Record extracts below:

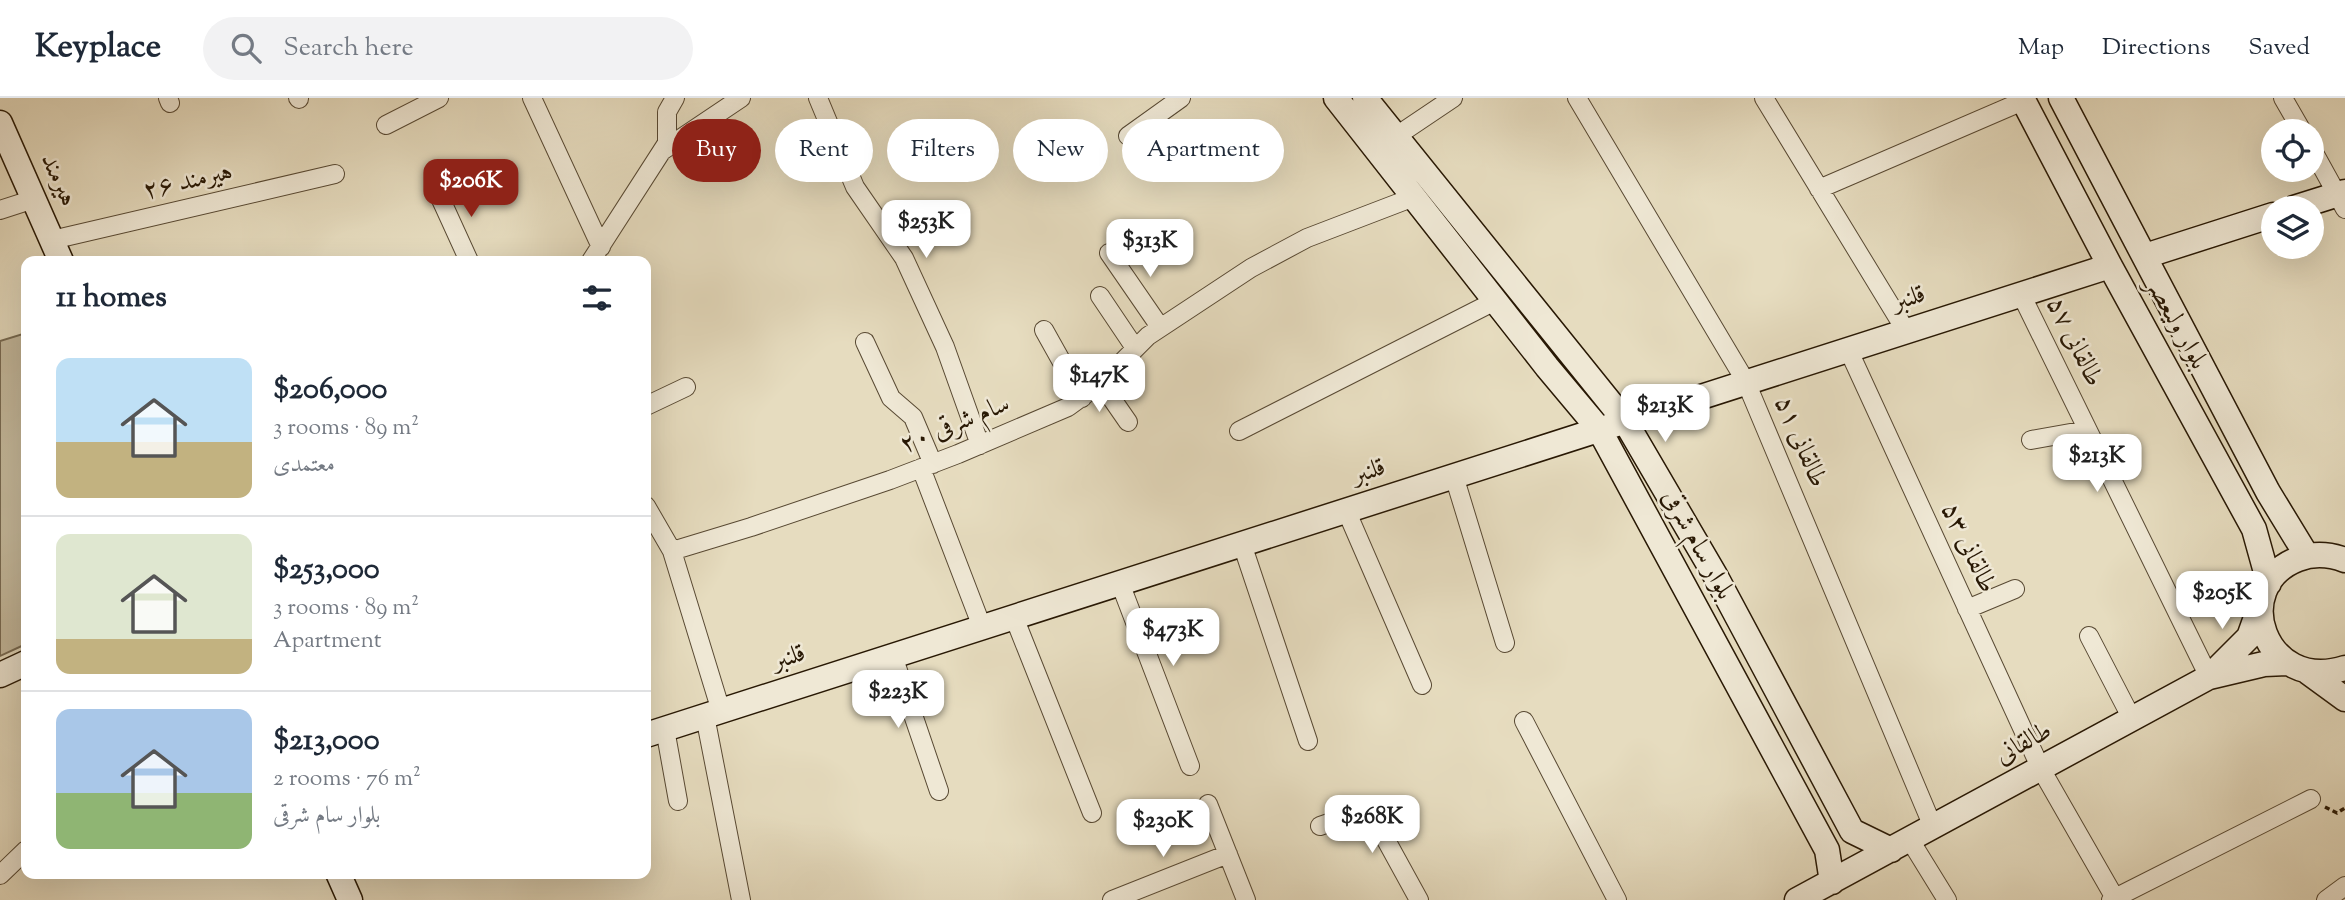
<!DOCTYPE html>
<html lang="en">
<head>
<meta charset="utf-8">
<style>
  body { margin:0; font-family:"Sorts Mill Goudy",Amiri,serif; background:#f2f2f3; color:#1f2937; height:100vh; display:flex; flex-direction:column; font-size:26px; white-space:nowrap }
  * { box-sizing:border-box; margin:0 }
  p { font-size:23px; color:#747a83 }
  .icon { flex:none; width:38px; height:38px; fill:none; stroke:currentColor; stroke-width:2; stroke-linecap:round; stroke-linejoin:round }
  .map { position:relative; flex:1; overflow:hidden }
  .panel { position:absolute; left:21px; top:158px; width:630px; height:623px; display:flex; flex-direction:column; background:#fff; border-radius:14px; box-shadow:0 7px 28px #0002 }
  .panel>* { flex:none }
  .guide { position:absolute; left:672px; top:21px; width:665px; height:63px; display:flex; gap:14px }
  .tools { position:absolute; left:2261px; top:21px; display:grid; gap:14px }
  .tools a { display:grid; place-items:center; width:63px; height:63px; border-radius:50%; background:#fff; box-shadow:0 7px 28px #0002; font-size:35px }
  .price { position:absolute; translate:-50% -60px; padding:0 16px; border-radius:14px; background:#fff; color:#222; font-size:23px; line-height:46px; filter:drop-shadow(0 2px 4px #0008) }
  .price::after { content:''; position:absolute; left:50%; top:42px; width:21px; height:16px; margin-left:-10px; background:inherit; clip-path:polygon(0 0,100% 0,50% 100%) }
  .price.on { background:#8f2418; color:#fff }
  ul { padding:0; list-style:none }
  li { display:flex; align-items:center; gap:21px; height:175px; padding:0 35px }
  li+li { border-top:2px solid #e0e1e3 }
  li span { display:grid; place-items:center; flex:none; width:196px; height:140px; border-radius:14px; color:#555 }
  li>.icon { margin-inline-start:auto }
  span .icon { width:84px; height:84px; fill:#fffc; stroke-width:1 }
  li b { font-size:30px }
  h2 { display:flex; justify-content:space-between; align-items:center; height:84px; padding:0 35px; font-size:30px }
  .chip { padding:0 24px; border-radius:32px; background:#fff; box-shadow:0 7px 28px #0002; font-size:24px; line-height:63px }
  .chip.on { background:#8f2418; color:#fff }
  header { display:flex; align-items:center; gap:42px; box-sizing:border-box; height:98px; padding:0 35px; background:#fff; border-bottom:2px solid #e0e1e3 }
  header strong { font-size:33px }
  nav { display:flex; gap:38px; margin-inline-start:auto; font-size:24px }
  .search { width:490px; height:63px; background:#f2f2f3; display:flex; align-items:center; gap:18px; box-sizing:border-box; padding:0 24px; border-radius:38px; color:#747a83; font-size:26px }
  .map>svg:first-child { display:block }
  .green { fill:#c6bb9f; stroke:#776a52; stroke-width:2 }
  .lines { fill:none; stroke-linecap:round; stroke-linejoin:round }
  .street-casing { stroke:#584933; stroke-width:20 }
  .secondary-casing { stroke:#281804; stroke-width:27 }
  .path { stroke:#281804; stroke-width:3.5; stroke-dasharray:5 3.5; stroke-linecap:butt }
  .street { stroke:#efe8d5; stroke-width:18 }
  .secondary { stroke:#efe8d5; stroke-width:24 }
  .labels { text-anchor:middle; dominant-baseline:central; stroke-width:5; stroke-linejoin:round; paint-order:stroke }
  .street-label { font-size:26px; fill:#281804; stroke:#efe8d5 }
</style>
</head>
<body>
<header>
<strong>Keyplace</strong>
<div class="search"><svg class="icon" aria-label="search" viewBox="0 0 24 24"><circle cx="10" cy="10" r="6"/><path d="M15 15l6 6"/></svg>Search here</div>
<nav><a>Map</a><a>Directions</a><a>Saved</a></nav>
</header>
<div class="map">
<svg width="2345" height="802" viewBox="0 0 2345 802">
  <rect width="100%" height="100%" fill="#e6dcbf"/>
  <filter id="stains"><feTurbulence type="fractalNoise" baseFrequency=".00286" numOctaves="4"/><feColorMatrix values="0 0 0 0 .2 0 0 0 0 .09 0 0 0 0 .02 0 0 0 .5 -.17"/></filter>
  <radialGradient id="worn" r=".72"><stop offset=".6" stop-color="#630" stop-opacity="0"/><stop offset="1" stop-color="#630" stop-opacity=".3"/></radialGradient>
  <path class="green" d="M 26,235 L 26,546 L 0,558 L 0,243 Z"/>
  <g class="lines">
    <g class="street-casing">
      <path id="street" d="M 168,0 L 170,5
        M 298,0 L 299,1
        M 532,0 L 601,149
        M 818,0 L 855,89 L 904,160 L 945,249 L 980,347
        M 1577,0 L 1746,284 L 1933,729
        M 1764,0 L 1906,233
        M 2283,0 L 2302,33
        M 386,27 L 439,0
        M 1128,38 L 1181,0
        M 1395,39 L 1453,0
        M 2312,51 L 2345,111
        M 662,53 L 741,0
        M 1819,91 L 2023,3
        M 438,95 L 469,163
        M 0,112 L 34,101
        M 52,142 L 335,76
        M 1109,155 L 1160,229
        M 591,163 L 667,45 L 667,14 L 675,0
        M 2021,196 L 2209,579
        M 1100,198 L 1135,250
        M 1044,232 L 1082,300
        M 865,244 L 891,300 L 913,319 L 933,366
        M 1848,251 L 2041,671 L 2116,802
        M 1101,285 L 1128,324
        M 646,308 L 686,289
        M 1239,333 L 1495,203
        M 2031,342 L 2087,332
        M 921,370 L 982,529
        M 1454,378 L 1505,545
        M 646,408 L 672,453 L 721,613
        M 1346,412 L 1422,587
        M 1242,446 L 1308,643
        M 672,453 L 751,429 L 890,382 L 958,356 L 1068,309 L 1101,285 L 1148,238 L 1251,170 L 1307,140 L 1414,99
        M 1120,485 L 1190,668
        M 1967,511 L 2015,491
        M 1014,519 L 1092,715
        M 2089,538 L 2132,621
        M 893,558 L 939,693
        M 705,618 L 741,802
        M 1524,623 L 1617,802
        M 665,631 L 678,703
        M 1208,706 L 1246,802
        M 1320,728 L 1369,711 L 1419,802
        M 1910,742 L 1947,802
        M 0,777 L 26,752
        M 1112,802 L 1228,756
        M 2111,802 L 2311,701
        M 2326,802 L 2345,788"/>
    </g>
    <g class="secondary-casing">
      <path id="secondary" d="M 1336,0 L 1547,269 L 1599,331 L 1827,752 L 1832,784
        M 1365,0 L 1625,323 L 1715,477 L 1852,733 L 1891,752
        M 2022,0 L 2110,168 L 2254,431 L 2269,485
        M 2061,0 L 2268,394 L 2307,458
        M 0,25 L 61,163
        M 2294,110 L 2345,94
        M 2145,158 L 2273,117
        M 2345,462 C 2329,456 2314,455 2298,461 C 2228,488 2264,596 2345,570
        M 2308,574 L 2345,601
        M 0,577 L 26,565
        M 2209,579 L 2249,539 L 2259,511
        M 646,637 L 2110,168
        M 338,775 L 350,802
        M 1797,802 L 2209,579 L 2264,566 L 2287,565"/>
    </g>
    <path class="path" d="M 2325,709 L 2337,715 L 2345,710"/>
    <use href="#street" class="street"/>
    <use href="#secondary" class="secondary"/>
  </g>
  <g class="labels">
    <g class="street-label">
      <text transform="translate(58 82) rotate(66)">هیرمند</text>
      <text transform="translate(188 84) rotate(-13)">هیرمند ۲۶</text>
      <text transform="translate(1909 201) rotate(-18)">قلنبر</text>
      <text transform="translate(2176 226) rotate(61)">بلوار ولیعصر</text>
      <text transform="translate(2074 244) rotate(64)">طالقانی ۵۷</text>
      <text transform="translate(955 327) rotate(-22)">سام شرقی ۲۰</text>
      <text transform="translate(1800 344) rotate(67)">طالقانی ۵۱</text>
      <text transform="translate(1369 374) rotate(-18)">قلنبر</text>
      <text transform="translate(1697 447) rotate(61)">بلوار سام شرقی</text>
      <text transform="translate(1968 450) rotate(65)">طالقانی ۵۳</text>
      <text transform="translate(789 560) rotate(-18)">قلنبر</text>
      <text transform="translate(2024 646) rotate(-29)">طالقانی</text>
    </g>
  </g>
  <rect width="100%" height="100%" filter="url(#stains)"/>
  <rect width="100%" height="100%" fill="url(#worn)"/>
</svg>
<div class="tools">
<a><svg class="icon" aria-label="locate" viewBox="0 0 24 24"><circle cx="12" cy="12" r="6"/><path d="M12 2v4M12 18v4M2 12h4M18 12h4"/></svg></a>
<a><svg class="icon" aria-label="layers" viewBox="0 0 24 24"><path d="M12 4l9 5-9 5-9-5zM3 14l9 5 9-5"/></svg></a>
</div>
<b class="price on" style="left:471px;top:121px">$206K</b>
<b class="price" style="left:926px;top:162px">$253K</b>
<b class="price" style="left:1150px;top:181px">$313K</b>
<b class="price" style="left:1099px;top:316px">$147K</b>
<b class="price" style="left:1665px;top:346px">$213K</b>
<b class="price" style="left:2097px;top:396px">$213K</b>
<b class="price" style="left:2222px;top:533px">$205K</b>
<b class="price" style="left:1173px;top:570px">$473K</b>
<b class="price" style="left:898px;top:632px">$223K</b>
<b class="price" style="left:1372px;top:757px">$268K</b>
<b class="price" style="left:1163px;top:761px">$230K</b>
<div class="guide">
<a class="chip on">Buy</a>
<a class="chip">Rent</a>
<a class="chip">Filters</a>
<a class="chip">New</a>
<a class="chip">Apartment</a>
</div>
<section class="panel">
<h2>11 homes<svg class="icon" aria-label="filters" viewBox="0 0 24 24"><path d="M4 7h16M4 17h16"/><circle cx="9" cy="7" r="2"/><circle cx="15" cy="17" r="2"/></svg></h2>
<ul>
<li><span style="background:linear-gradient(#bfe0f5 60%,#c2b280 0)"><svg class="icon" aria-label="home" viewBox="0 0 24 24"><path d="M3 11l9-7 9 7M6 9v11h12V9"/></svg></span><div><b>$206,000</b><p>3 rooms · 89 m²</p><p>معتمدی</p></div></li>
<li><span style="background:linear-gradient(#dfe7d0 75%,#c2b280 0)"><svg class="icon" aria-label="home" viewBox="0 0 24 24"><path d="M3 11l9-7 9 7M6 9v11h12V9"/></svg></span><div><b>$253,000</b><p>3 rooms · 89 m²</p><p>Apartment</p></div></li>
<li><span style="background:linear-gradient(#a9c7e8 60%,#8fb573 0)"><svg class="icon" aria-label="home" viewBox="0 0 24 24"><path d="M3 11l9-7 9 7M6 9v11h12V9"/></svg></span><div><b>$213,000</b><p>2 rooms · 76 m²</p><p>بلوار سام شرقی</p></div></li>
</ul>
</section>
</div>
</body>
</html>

End of Record extracts.

Try it:
For each line above that includes "worn", copy the line.

Solution:
  <radialGradient id="worn" r=".72"><stop offset=".6" stop-color="#630" stop-opacity="0"/><stop offset="1" stop-color="#630" stop-opacity=".3"/></radialGradient>
  <rect width="100%" height="100%" fill="url(#worn)"/>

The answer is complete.